Vulnerability identification/analysis is an essential part of the penetration testing. A penetration tester needs to know the system under investigation before gaining access. If not, then penetration testing becomes a trial-and-error process.

Vulnerability, Threat, Controls

Vulnerability is a weakness; when exploited, it might lead an attacker to access a target system. Threats are phenomena that can affect the target system adversely and can be artificial or natural (fire, flood, etc.). In the context of cyber security, a threat refers to anything that can potentially cause serious harm to the target. Threats can lead to attacks on computer systems, networks, and more. Controls are used to get rid of threats or defend against vulnerabilities. Security teams usually conduct vulnerability analysis to identify possible threats and vulnerabilities that may lead an attacker to exploit the system. After vulnerability analyses and threat identification phases, controls need to be put in place. The most critical management in an enterprise is the security policy. Security policy document defines managerial controls, and security controls are developed accordingly.

Following the definition of vulnerability identification/analysis and related terminology, we can give details about the most used tools for vulnerability analysis.

Vulnerability Analysis Tools

As a pentester throughout your career, you can be sure to test the following vulnerability analysis tools. We want to mention that small programs developed in Python, Ruby, etc. can meet the requirement in addition to these tools. However, the tools discussed below are enterprise-level multi-purpose vulnerability analysis tools.
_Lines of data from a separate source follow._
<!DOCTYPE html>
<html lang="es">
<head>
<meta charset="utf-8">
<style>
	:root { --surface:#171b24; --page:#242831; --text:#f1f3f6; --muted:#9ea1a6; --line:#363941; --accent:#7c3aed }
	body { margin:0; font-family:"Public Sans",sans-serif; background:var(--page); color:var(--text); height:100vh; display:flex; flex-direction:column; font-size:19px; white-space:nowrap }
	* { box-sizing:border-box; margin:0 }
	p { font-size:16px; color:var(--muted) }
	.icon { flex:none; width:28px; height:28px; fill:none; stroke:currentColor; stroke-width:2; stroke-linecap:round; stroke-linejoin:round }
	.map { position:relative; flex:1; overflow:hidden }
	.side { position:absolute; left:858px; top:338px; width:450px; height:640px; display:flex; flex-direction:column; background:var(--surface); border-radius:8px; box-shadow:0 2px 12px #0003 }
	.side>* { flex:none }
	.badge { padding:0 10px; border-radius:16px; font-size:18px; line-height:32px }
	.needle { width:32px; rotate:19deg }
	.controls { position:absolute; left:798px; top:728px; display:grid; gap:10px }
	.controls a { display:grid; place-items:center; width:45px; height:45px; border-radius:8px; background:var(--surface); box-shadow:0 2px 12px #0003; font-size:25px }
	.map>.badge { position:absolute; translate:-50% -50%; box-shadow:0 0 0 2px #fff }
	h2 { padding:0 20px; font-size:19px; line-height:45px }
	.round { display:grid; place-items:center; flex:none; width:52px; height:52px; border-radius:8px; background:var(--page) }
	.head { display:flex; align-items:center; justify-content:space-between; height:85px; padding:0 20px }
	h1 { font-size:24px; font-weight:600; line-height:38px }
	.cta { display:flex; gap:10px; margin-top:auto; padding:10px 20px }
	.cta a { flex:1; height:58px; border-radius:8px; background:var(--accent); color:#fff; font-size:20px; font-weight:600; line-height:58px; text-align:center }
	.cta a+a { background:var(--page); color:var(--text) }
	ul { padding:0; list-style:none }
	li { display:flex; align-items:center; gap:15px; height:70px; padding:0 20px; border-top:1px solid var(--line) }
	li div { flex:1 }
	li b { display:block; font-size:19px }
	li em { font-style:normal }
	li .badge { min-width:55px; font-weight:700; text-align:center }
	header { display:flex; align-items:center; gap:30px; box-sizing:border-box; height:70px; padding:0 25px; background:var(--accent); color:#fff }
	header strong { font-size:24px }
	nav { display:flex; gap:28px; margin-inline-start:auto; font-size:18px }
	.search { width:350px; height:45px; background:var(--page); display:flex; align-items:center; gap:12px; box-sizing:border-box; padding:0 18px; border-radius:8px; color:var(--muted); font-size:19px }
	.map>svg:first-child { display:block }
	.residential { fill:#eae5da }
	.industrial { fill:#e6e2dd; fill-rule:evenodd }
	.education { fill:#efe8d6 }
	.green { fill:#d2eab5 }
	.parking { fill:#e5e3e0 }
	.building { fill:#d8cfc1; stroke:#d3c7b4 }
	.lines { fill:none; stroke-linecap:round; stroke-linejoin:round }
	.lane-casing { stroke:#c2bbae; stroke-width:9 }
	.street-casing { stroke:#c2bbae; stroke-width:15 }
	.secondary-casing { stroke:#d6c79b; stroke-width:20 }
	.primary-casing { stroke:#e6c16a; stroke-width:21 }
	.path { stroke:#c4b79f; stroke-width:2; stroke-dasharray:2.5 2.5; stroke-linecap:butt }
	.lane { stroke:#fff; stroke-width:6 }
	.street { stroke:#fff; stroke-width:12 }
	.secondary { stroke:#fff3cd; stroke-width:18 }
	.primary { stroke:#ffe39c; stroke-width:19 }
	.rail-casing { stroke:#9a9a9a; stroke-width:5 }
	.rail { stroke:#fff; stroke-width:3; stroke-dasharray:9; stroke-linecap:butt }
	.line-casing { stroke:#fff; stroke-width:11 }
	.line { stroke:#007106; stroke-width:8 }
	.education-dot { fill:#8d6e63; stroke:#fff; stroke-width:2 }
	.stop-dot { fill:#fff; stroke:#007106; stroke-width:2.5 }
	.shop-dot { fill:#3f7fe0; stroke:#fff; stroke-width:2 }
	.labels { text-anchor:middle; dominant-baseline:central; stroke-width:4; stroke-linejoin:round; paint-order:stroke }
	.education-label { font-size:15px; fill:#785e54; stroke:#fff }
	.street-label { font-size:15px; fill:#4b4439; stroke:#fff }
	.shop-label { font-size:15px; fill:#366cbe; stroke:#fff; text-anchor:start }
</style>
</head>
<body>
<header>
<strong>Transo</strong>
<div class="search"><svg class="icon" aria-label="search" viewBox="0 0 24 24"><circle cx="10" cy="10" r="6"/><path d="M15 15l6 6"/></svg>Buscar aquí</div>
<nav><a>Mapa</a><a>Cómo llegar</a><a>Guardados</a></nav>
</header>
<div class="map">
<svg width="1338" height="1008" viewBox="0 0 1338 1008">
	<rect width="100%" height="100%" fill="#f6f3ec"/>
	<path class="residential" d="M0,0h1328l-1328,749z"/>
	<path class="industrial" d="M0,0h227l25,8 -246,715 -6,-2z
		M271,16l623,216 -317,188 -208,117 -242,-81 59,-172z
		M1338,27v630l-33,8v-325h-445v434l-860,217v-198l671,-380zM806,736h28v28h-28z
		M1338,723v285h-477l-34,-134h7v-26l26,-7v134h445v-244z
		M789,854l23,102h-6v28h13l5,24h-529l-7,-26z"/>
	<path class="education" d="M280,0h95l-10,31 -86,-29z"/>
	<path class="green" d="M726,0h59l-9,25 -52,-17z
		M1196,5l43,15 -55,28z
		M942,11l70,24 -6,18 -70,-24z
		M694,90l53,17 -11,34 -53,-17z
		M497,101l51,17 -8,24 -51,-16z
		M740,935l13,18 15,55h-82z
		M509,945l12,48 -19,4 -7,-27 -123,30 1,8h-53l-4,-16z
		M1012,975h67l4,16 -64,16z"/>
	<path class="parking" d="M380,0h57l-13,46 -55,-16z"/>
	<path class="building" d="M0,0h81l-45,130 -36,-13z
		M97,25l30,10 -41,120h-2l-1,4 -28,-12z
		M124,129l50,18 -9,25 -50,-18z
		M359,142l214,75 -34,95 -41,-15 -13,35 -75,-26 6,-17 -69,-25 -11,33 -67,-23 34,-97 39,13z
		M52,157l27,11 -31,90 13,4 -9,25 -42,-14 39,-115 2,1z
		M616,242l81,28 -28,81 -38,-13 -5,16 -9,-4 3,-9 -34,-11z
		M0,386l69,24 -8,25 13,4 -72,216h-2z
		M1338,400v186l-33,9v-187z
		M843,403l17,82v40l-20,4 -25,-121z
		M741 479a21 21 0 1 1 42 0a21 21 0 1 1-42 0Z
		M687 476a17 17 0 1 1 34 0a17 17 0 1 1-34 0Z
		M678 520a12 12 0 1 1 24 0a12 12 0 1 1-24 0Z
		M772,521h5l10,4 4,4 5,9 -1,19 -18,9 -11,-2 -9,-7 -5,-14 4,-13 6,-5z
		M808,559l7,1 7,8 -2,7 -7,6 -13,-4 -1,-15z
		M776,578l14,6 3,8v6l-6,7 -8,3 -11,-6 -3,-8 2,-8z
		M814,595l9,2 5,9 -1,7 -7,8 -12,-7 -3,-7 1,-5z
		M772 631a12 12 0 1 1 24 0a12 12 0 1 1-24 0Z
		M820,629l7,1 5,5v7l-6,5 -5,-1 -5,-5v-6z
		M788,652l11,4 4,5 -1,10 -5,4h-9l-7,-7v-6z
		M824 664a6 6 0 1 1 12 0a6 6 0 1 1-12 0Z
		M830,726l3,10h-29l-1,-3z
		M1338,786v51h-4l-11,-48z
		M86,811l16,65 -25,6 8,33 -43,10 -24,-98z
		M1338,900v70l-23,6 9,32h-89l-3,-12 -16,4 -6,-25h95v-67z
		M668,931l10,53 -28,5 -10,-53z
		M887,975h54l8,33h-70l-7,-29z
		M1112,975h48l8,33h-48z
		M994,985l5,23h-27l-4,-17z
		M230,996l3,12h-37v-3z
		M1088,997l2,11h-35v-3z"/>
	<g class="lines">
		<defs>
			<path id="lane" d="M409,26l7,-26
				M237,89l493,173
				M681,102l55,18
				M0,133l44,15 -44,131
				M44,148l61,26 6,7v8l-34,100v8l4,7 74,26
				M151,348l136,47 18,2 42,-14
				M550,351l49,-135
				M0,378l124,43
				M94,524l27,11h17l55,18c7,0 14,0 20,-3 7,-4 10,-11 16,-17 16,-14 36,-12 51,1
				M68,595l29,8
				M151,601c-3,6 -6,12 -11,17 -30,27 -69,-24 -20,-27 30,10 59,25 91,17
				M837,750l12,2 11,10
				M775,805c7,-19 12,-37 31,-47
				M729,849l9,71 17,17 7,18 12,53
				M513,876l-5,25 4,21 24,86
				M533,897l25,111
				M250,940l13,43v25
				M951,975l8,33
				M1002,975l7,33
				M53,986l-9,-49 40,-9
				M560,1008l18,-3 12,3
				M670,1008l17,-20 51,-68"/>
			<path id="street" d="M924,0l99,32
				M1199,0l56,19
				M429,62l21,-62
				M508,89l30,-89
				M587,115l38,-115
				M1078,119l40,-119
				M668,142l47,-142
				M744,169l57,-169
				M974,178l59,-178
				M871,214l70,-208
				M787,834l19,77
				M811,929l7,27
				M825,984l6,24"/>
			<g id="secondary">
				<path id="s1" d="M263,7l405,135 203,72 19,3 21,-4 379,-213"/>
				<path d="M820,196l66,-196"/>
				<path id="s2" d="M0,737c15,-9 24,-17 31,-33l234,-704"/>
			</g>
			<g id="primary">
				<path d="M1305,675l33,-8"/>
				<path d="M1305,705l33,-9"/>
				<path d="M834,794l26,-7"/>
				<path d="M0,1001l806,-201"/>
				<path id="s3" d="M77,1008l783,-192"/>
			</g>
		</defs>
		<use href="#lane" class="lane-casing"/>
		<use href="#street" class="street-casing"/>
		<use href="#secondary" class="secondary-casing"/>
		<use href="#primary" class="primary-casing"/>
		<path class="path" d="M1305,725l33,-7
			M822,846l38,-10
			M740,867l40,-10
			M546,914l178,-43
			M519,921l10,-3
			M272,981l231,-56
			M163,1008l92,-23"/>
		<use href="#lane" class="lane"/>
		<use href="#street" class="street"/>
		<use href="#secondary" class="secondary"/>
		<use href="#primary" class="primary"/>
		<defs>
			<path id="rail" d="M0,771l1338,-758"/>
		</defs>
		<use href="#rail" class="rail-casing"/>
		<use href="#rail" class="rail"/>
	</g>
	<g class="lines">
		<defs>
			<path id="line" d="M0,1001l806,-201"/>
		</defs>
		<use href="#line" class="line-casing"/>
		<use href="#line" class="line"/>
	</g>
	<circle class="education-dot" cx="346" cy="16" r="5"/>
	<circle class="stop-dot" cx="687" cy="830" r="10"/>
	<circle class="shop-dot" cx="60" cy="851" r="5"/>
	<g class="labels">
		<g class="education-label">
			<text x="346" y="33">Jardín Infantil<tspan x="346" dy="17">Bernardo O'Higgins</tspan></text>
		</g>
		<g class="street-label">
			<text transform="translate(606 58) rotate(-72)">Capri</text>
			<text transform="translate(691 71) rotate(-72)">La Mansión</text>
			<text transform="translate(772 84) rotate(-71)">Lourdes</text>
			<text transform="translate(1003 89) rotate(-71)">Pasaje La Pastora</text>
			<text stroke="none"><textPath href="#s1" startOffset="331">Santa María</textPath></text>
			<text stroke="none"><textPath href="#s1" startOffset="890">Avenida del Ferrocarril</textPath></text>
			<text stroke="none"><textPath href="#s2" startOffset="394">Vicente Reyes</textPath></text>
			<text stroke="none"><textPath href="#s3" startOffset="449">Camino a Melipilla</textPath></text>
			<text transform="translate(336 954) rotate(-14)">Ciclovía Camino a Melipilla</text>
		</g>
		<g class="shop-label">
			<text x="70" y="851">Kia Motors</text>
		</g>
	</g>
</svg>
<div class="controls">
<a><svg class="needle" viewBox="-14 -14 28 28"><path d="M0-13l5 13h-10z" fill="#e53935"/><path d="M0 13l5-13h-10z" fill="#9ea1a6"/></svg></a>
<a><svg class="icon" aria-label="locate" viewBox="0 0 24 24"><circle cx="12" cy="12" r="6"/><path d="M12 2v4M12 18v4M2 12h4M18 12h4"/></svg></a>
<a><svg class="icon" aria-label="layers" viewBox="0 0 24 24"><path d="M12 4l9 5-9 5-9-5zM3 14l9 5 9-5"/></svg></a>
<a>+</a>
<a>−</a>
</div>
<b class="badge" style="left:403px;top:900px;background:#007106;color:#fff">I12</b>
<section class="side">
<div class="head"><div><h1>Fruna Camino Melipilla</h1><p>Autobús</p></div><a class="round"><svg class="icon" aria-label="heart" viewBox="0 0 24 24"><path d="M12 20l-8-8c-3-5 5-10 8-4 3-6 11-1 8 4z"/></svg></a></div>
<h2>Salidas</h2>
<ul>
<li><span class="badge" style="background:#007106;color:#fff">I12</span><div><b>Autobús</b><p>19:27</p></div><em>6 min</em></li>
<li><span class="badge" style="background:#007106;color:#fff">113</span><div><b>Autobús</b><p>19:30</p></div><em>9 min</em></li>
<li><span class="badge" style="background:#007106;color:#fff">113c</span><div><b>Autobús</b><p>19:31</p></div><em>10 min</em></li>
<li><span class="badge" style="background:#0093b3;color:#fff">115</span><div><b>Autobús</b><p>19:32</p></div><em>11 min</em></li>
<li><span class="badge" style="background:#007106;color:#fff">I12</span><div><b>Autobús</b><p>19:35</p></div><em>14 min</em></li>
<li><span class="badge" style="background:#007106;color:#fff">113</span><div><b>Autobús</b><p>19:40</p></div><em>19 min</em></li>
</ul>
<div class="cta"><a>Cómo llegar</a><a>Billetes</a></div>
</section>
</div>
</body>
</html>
Let’s Find Vulnerabilities

We will look at the most popular tools (Nessus and OpenVAS). At first, we will install Nessus by visiting the activation code link. By accessing the link we create an account for trying the Nessus. The trial version has limited asset scanning capability, so you need an enterprise-level license for the Nessus in production environments. In our demonstration, we will install Nessus to Kali Linux. After creating an account and getting an activation code, you can download the Nessus from here. After getting the Activation Code and Debian package, follow the bullets below:

  • update and upgrade Aptitude packages (#apt-get update && apt-get upgrade -y)
  • install Nessus, first navigate where the package has been downloaded (dpkg -i Nessus-<Ver>-debian<ver>.deb, Ver is the Nessus version downloaded, ver is the Kali Linux Debian version)
  • Everything succeded then start the Nessus service
root@ech:~/Downloads# /bin/systemctl start nessusd.service
root@ech:~/Downloads# /bin/systemctl status nessusd.service
  • After querying the status, we need to see the Active: active (see the image below)
  • The last step is to open Firefox and visit https://localhost:8834 address to start the Nessus for the first time. The first start may take some time because the Nessus needs to download and compile the up-to-date plugins. Below, you can see the successful start of the Nesssus.

An Alternative to the Nessus, OpenVas

OpenVas is an open vulnerability scanner ( OpenVas uses NVT database. The installation step is very straightforward in Linux. We will explain how to install OpenVas on Kali Linux.


  • Update and upgrade aptitude packages (#apt-get update && apt upgrade)
  • Run the dist-upgrade command (#apt dist-upgrade -y) [-y is yes to options, you can leave it out]
  • It is very straightforward to install the OpenVas using apt. (#apt-get install openvas)
  • The last step is to run the #gvm-setup command from the terminal. (takes some time. Grab a coffee)

That is it for installation. At the next step, we need to go to https://localhost:9392 address to access the OpenVas and check the installation.

  • After accessing the web interface of the tool, you can customize the OpenVas. The commands are:
    • #gvm-check-setup
    • #gvmd –user=admin –new-password=<PASSWORD> (admin password reset)
    • #gvm-start
    • #gvm-stop
    • #runuser -u gvm –gvmd –create-user=admin2 –new-password=<PASSWORD2> (creating a new user)
    • #runuser -u gvm –gvmd –user=admin –new-password=<NEW_PASSWORD> (changing existing user’s password)

Thank you for reading this post. I hope it helps you start your vulnerability scanning and analysis.